Records drawn from a dataset:
————

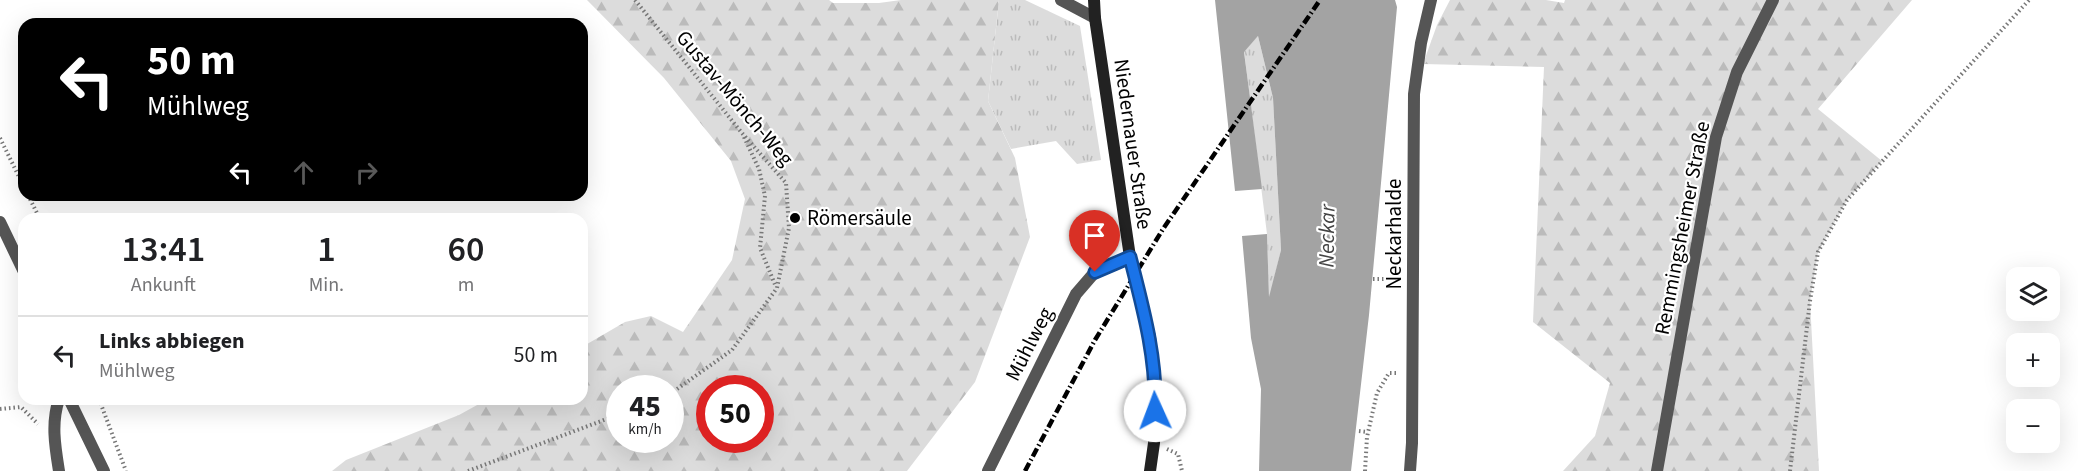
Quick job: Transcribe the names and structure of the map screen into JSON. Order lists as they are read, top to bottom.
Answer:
{
  "streets": {
    "main road": ["Niedernauer Straße"],
    "street": ["Remmingsheimer Straße", "Neckarhalde", "Mühlweg"],
    "path": ["Gustav-Mönch-Weg"]
  },
  "crossings": [
    ["Niedernauer Straße", "Mühlweg"]
  ],
  "water": ["Neckar"],
  "places": ["Römersäule"],
  "page": {
    "turn": ["50 m", "Mühlweg"],
    "eta": [
      "13:41",
      "Ankunft",
      "1",
      "Min.",
      "60",
      "m"
    ],
    "map_buttons": ["+", "−"],
    "list": [
      {
        "name": "Links abbiegen",
        "note": "Mühlweg",
        "value": "50 m"
      }
    ],
    "speed": "45 km/h",
    "limit": "50"
  }
}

————

**ASSIGNMENT**:
Drop the images and copy all the data exactly.

**REPLY**:
Quick job: Transcribe the names and structure of the map screen into JSON. Order lists as they are read, top to bottom.
Answer:
{
  "streets": {
    "main road": ["Niedernauer Straße"],
    "street": ["Remmingsheimer Straße", "Neckarhalde", "Mühlweg"],
    "path": ["Gustav-Mönch-Weg"]
  },
  "crossings": [
    ["Niedernauer Straße", "Mühlweg"]
  ],
  "water": ["Neckar"],
  "places": ["Römersäule"],
  "page": {
    "turn": ["50 m", "Mühlweg"],
    "eta": [
      "13:41",
      "Ankunft",
      "1",
      "Min.",
      "60",
      "m"
    ],
    "map_buttons": ["+", "−"],
    "list": [
      {
        "name": "Links abbiegen",
        "note": "Mühlweg",
        "value": "50 m"
      }
    ],
    "speed": "45 km/h",
    "limit": "50"
  }
}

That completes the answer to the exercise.